Elite units, paratroopers, and Spetsnaz special forces still exist within the Russian military, but they can achieve little on their own in the chaos of bad command and control. The lack of foresight involved in the introduction of the Russian army’s new Era encrypted-communications system would have been much harder to believe in the more rigorous Soviet days, when such mistakes were severely punished. Supposedly secure, it relies on 3G towers—which Russia destroyed when it invaded Ukraine. Because the system is simply not working, Russian officers have to communicate in open speech by cellphone, as gleeful Ukrainian volunteers listen in.

 

The 2008 invasion of Georgia, which dealt a setback to the small former Soviet republic but revealed incompetence and weakness on Russia’s part, led to plans to reequip and reform Putin’s armed forces. Those efforts have manifestly failed. This says a good deal about the lack of idealism, probity, and sense of duty within his regime. How this can change at such a late and crucial stage in the Ukraine invasion is very hard to see.
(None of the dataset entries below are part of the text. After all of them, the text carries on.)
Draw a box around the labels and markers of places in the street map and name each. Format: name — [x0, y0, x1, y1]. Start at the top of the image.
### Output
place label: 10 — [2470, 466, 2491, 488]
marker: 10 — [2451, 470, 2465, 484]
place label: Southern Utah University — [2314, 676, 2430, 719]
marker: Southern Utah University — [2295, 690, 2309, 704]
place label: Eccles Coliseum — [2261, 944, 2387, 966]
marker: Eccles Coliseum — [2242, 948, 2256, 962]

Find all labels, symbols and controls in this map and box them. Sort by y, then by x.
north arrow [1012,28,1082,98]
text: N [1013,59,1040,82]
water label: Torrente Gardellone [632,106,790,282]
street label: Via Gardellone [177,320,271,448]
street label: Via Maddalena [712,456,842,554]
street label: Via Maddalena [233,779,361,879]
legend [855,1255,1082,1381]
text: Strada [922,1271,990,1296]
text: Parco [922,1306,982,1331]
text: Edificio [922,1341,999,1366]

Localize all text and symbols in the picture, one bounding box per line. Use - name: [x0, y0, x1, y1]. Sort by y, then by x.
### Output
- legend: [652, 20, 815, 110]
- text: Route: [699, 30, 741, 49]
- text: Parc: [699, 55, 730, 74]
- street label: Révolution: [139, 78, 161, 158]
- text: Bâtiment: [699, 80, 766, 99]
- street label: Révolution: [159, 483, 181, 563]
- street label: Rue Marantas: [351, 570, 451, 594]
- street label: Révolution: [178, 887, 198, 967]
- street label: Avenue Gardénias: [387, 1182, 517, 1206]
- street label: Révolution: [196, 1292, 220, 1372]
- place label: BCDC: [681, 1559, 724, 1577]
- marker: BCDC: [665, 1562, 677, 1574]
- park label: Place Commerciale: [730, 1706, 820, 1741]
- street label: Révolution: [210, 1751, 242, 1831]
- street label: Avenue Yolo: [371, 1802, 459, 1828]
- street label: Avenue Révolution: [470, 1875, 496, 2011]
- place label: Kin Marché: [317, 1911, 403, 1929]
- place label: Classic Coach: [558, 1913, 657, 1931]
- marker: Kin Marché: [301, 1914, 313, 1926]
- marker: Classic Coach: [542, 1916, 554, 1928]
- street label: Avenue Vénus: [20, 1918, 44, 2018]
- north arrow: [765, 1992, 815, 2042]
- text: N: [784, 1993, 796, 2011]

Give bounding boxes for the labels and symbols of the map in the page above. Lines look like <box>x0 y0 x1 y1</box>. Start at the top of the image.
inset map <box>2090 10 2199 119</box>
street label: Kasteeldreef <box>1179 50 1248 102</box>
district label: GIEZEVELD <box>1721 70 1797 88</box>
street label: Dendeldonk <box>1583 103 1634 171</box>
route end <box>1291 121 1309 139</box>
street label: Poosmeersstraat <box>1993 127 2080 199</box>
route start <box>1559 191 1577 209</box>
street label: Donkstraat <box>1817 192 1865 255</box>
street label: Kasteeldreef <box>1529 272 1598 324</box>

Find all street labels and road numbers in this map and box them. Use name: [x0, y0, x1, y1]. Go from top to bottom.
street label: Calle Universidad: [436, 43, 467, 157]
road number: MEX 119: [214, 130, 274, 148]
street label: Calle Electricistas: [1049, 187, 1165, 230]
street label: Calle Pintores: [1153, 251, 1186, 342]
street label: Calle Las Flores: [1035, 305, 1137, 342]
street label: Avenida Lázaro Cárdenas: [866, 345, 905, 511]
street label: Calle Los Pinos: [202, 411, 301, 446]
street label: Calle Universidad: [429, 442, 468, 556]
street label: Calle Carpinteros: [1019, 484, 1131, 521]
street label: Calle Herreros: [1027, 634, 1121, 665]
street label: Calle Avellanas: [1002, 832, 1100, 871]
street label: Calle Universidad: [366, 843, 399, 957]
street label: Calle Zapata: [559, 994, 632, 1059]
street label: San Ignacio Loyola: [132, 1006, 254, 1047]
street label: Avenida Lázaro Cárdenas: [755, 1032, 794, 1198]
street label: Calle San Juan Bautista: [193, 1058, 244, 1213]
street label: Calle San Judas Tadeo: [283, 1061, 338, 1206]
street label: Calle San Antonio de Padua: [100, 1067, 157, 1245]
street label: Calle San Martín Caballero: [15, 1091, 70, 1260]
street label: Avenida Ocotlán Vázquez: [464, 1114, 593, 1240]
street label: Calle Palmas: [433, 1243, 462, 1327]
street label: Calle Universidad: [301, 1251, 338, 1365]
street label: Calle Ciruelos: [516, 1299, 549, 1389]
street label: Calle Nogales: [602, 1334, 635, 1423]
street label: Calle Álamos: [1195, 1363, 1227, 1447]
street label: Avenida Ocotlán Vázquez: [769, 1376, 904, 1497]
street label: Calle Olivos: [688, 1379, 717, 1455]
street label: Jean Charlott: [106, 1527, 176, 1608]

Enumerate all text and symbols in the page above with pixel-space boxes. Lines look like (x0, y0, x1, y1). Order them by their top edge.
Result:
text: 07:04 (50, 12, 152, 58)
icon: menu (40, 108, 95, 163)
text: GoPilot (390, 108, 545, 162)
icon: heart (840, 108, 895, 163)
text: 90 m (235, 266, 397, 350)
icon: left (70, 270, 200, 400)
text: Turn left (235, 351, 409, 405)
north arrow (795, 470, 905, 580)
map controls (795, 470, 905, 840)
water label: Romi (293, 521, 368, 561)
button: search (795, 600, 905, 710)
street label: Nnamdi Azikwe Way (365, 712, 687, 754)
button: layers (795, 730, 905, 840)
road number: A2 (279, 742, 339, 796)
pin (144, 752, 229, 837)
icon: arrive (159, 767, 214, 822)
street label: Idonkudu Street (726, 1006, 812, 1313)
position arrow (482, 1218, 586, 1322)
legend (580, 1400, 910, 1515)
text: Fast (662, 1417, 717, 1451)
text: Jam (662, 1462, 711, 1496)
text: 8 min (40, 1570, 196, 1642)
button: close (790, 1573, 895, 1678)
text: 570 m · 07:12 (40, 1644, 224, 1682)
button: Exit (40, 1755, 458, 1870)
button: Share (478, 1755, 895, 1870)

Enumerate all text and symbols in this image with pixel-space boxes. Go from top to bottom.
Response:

At Stalingrad in late 1942, the Red Army surprised itself and the world with a sudden turnaround, and there are indications that Putin’s forces are adjusting their tactics and preparing two major strategic envelopments, around Kyiv and in eastern Ukraine. An almost Stalinist determination to right the Russian military—backed by the execution of deserters and failing officers—could well extend the conflict in a bloodbath of relentless, grinding destruction.

Against all prewar expectations, though, a Russian military collapse also looks possible. A complete disintegration of morale could lead to a humiliating withdrawal, a potentially devastating result of Putin’s inability to part with the Soviet past.